| What to produce |
Some lines in the listing hold the word "grid". Return each of them.

| Records for processing |
- Opening Delimiter -

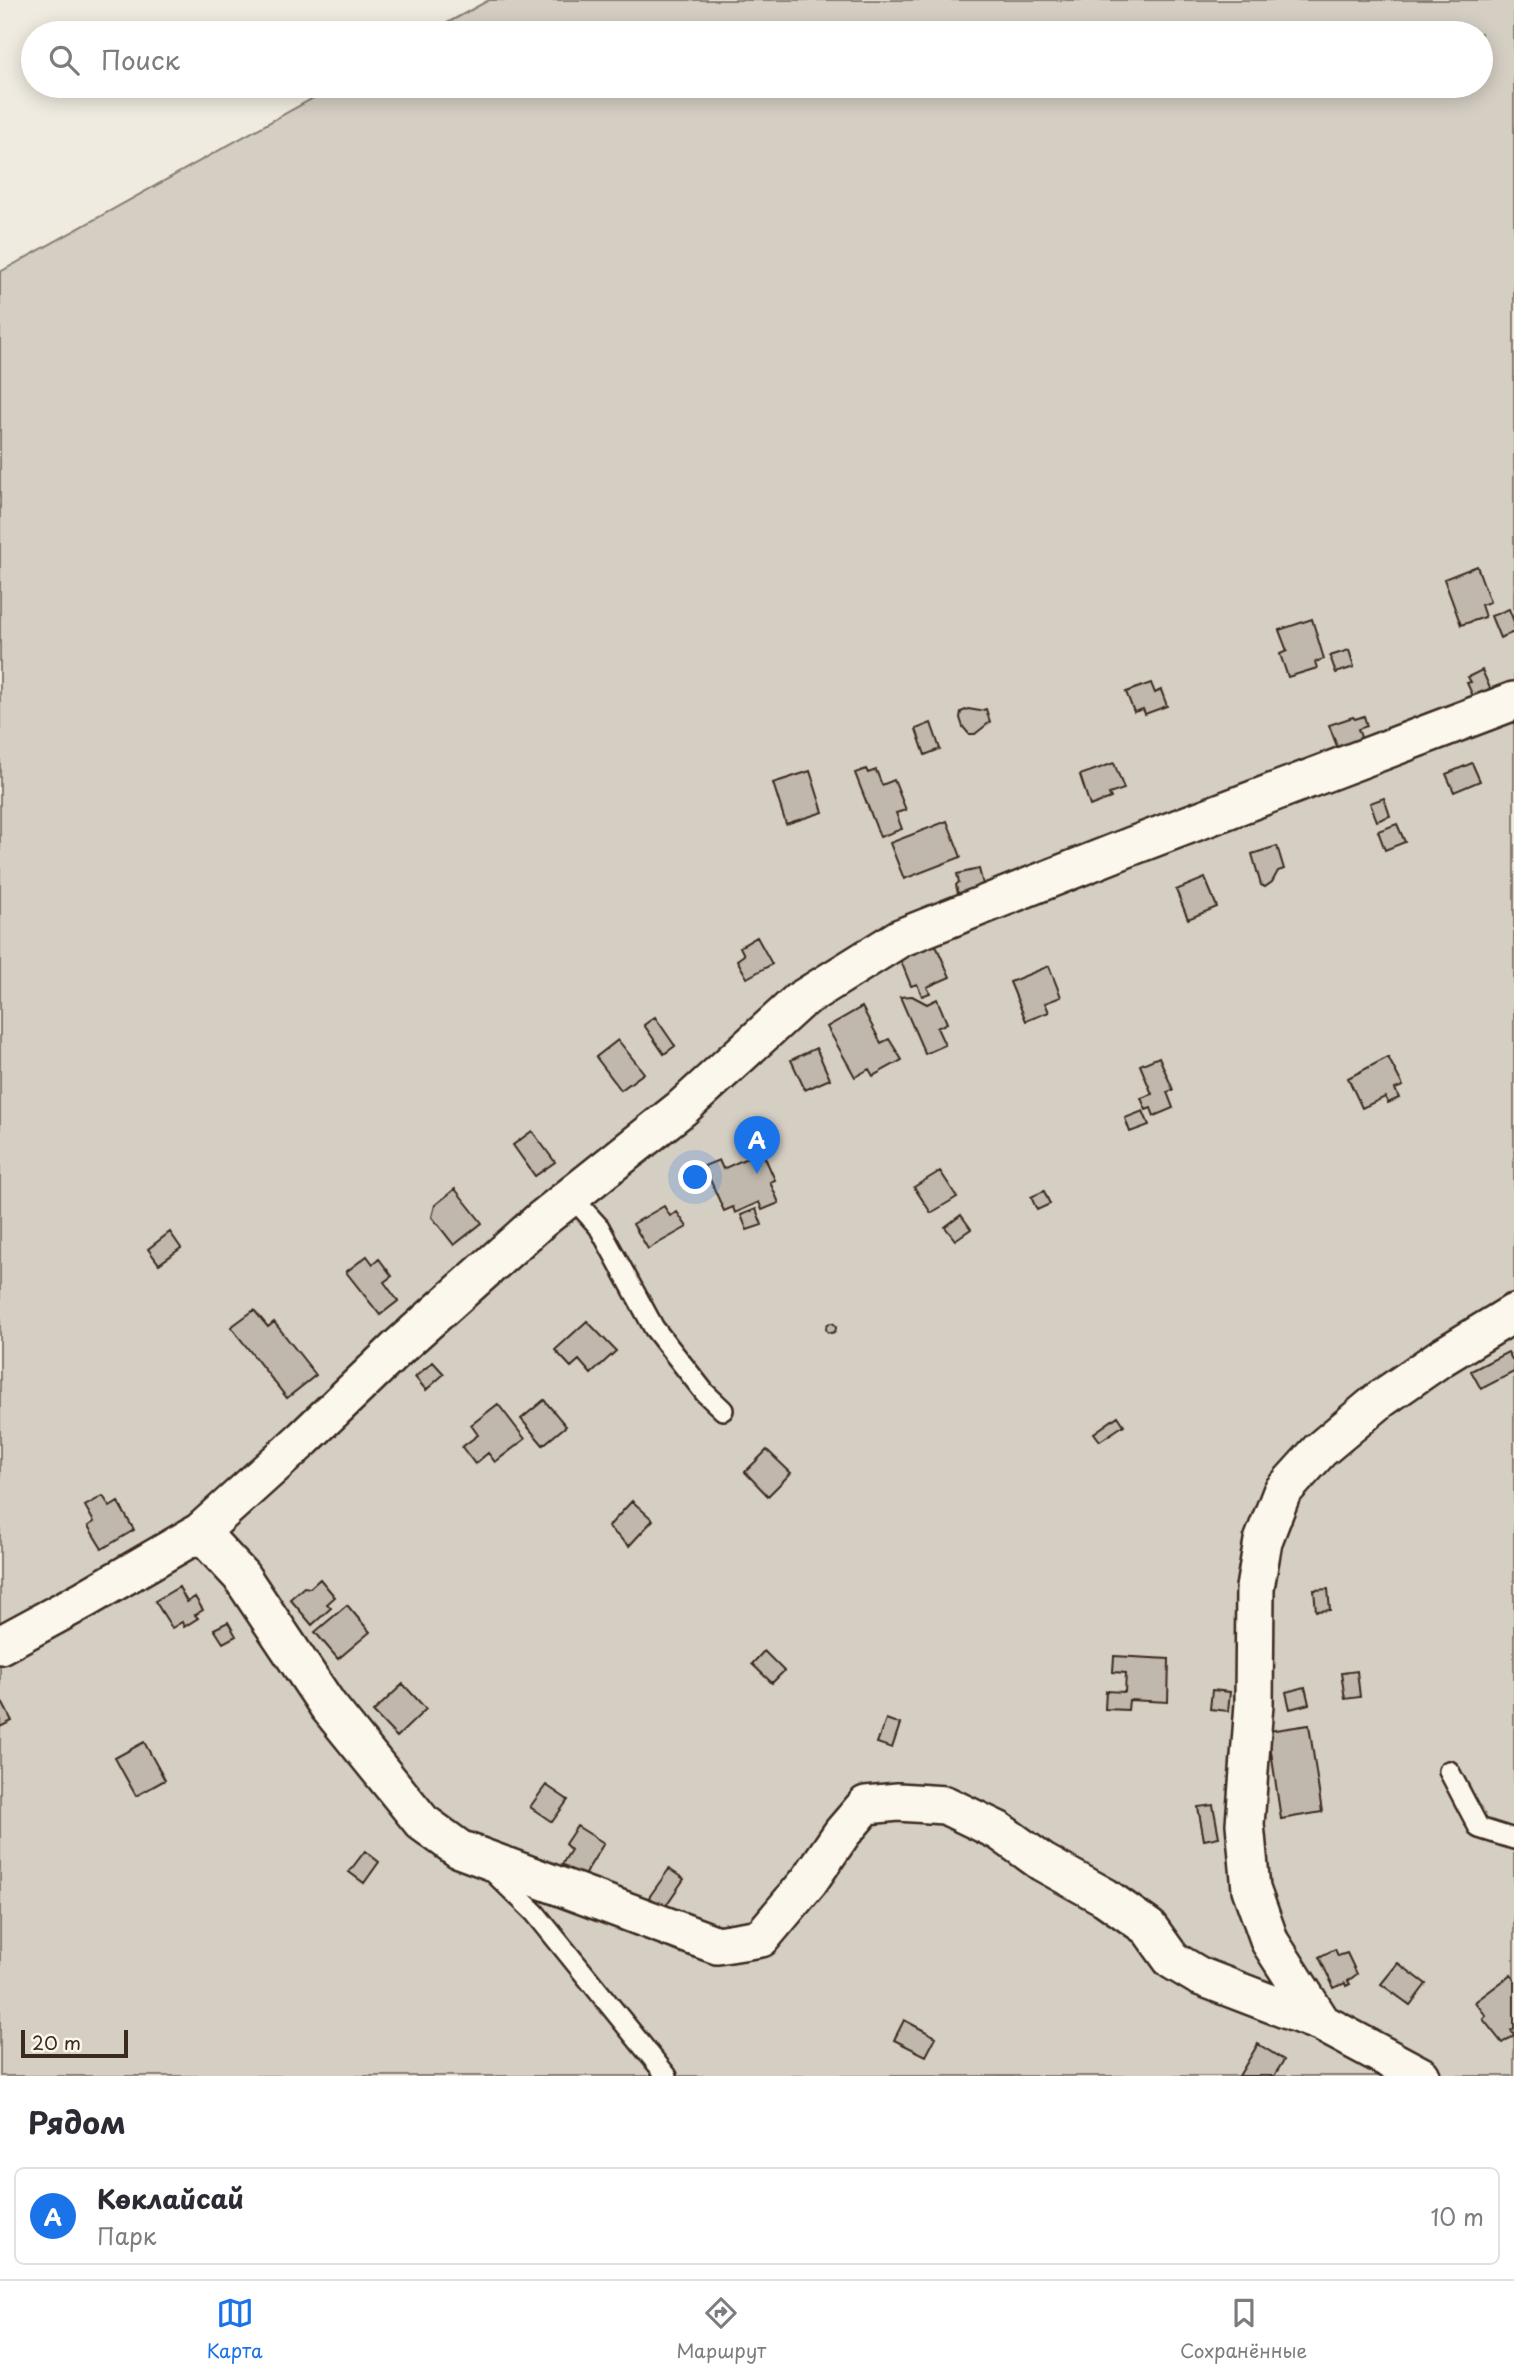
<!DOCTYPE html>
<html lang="ru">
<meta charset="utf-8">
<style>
body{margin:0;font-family:"Playpen Sans",sans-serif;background:#f7f7f7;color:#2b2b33}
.scale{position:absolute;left:21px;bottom:18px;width:107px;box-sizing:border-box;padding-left:7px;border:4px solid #3b2a1e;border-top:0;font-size:19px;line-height:24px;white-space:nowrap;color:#3b2a1e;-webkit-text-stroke:5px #fbf7ec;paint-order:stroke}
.you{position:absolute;left:696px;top:1178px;width:24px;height:24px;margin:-18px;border:5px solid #fff;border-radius:50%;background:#1a73e8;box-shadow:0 0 0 10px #1a73e833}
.badge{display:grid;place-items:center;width:46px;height:46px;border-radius:50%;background:#1a73e8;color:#fff;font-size:23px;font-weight:700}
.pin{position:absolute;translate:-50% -58px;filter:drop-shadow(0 2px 4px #0008)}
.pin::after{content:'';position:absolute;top:37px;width:24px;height:21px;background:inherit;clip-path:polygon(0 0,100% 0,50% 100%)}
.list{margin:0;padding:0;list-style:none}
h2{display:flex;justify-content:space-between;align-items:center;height:91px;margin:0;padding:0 28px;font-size:30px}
h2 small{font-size:23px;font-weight:400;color:#7c7c81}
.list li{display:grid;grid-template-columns:46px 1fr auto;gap:21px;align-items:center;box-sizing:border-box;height:98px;margin:0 14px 14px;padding:0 14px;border:2px solid #e1e1e2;border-radius:10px}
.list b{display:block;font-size:26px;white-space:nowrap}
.list p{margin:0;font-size:23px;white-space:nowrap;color:#7c7c81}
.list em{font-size:23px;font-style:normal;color:#7c7c81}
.icon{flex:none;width:38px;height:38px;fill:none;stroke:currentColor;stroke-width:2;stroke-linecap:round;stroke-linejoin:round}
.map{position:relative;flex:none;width:1514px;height:2076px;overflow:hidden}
.search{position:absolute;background:#fff;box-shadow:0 4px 18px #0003;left:21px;right:21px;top:21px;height:77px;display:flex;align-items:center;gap:18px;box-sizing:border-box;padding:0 24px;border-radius:38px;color:#7c7c81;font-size:26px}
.sheet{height:203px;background:#fff}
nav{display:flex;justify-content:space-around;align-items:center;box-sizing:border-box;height:98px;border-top:2px solid #e1e1e2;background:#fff;font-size:19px;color:#7c7c81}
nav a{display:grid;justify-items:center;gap:4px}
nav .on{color:#1a73e8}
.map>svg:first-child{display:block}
.green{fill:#d5cec3;stroke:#887c70;stroke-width:2}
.building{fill:#c0b8ad;stroke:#3b2a1e;stroke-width:2}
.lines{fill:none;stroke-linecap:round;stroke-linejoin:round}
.service-casing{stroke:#3b2a1e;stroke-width:24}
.minor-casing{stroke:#3b2a1e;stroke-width:42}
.service{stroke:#fbf7ec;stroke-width:19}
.minor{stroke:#fbf7ec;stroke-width:37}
</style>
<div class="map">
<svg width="1514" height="2076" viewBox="0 0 1514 2076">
<rect width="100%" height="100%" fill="#f0ebe0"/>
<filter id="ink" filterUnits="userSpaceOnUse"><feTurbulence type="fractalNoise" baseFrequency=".0143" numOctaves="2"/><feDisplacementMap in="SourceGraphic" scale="14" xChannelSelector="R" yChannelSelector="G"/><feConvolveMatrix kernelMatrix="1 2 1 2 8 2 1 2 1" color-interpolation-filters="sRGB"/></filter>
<g filter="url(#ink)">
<!-- green -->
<path class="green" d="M489,0H1514V2076H0V272L335,86H1481V33H429Z"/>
<!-- building -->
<path class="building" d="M1477,566L1490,602L1481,605L1485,617L1461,625L1444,579Z
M1509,609L1514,622V632L1500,638L1491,616Z
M1312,619L1324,659L1315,662L1317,668L1288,677L1280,654L1287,651L1279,630Z
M1349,650L1354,667L1336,673L1330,656Z
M1482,670L1493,695L1476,703L1467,683L1471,682L1468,677Z
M1151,683L1155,693L1161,690L1167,706L1145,714L1143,709L1134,712L1126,692Z
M968,709L980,711L986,709L990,722L975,734H969L963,727L960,718L961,712Z
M1364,716L1367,726L1358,729L1365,748L1341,757L1329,725L1353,717L1355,719Z
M931,723L940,749L925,755L916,729Z
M1114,763L1124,789L1109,794L1111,798L1090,806L1080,775Z
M1472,763L1480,781L1454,792L1446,774Z
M866,769L868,773L876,770L882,785L894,780L906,810L896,813L902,829L880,837L855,773Z
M810,771L823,812L786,824L773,783Z
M1384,798L1390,816L1377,821L1370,803Z
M947,821L961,857L904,879L890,843Z
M1397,824L1405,842L1385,850L1378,831Z
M1277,846L1284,869L1278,871L1272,882L1265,887L1261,885L1252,854Z
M979,869L986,896L960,902L956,885L959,882L957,874Z
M1205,878L1217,907L1188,919L1176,890Z
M757,937L772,964L747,978L737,960L744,955L740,947Z
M934,941L950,977L927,987L930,993L922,996L917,984L911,986L899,956Z
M1049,966L1061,997L1045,1003L1049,1012L1026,1021L1010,982Z
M912,996L927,1004L937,999L947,1023L937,1028L945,1045L925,1054L900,997Z
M862,1007L881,1043L889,1039L902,1060L873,1076L869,1069L855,1077L827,1027Z
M655,1017L675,1046L664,1054L644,1025Z
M618,1040L644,1073L621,1090L596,1057Z
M816,1048L830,1079L805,1090L791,1060Z
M1159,1057L1173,1090L1167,1092L1173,1108L1154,1116L1151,1108L1146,1110L1141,1098L1152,1094L1140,1065Z
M1388,1057L1403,1086L1395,1089L1399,1098L1388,1103L1385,1097L1362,1108L1348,1078Z
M1143,1111L1149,1125L1130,1132L1125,1118Z
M532,1131L555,1162L535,1176L513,1145Z
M762,1151L775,1180L770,1182L779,1203L762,1210L759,1202L735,1213L733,1207L724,1211L704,1166L719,1160L723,1169Z
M940,1171L957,1197L931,1213L914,1187Z
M455,1189L482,1223L454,1245L432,1217L435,1205Z
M1044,1191L1050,1204L1037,1210L1031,1197Z
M664,1206L670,1216L677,1212L687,1227L648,1249L633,1224Z
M756,1209L762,1225L747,1230L741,1215Z
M961,1215L971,1229L955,1240L945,1227Z
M170,1232L181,1248L159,1264L148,1249Z
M367,1256L373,1264L379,1259L392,1276L384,1282L398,1301L380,1315L346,1272Z
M254,1310L268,1327L274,1322L316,1375L287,1398L231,1327Z
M587,1321L616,1351L591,1374L579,1360L571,1367L555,1350Z
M826 1328a5 5 0 1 1 10 0a5 5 0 1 1-10 0Z
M1508,1352L1514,1363V1372L1481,1389L1471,1371Z
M433,1362L444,1374L426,1390L415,1377Z
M544,1400L566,1426L543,1445L521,1419Z
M498,1404L525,1439L495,1462L488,1453L475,1464L462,1447L478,1435L471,1425Z
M1118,1416L1124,1425L1100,1441L1094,1433Z
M767,1450L791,1473L768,1496L745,1472Z
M103,1496L110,1507L118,1502L134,1530L102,1549L88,1526L94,1522L85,1506Z
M632,1501L653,1520L629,1546L608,1527Z
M320,1579L335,1597L327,1604L331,1608L312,1625L290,1599L304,1587L310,1588Z
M179,1587L187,1602L195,1597L203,1610L195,1615L198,1618L184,1627L182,1622L172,1628L155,1601Z
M1328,1589L1330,1610L1316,1611L1314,1590Z
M347,1605L370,1632L338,1659L315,1632Z
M228,1622L236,1636L223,1643L214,1629Z
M764,1651L784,1671L772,1683L752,1664Z
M1114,1656L1169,1659L1168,1702L1129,1700L1128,1710L1105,1709L1106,1691L1125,1692L1126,1673L1113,1672Z
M1357,1671L1360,1697L1345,1699L1341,1673Z
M403,1684L426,1709L397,1737L373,1712Z
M1305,1687L1309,1704L1290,1709L1286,1692Z
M1212,1690L1230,1692L1228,1711L1210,1709Z
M0,1698L12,1721L0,1727Z
M886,1719L900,1724L892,1748L877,1743Z
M1309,1725L1322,1812L1281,1819L1268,1731Z
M144,1742L165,1780L136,1796L115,1758Z
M546,1785L568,1800L552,1822L530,1807Z
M1213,1805L1219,1837L1204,1840L1198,1807Z
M577,1826L604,1843L583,1877L562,1864L571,1850L565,1844Z
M365,1851L379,1862L364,1883L349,1872Z
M669,1869L684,1879L660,1914L645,1903Z
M1335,1949L1338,1956L1347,1953L1357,1974L1348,1981L1350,1984L1346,1986L1345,1983L1334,1988L1319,1957Z
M1398,1963L1426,1984L1410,2005L1381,1984Z
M1511,1975L1514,1979V2028L1511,2030L1514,2035L1502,2043L1483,2019L1486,2016L1475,2002Z
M904,2020L936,2037L926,2056L894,2040Z
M1258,2044L1284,2060L1274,2076H1239Z"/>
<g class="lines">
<defs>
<path id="service" d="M571,1196L599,1227L654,1328L705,1393L723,1410
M1449,1771L1479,1828L1514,1839
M491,1870L535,1913L667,2076"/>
<path id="minor" d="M200,1532L241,1576L328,1706L422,1822L459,1849L717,1945L761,1938L809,1881L842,1833L866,1805L898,1802L945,1805L999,1831L1042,1862L1105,1897L1149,1928L1172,1960L1199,1976L1322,2023
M0,1645L85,1599L200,1532L303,1439L401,1345L541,1220L682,1108L799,1001L900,938L1132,846L1514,701
M1421,2076L1322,2023L1270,1942L1251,1889L1245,1824L1254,1704L1255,1588L1263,1541L1282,1492L1320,1450L1381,1399L1442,1357L1514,1313"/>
</defs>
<!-- service casing -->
<use href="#service" class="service-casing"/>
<!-- minor casing -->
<use href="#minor" class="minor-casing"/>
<!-- service -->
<use href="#service" class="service"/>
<!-- minor -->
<use href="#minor" class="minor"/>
</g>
</g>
</svg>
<div class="scale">20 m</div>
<div class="you"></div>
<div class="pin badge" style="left:757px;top:1174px">A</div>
<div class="search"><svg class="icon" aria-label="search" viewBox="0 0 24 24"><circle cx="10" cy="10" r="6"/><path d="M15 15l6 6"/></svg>Поиск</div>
</div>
<section class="sheet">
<h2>Рядом<small></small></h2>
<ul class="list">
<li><span class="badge">A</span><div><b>Көклайсай</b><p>Парк</p></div><em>10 m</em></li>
</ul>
</section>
<nav>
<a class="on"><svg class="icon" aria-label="map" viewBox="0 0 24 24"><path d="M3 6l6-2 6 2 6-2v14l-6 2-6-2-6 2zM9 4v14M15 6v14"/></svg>Карта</a>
<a><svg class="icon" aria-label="directions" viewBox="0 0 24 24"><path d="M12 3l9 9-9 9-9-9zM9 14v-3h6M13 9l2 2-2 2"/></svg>Маршрут</a>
<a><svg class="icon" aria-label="saved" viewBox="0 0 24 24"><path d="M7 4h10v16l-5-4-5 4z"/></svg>Сохранённые</a>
</nav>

- Closing Delimiter -

| Result of the exercise |
.badge{display:grid;place-items:center;width:46px;height:46px;border-radius:50%;background:#1a73e8;color:#fff;font-size:23px;font-weight:700}
.list li{display:grid;grid-template-columns:46px 1fr auto;gap:21px;align-items:center;box-sizing:border-box;height:98px;margin:0 14px 14px;padding:0 14px;border:2px solid #e1e1e2;border-radius:10px}
nav a{display:grid;justify-items:center;gap:4px}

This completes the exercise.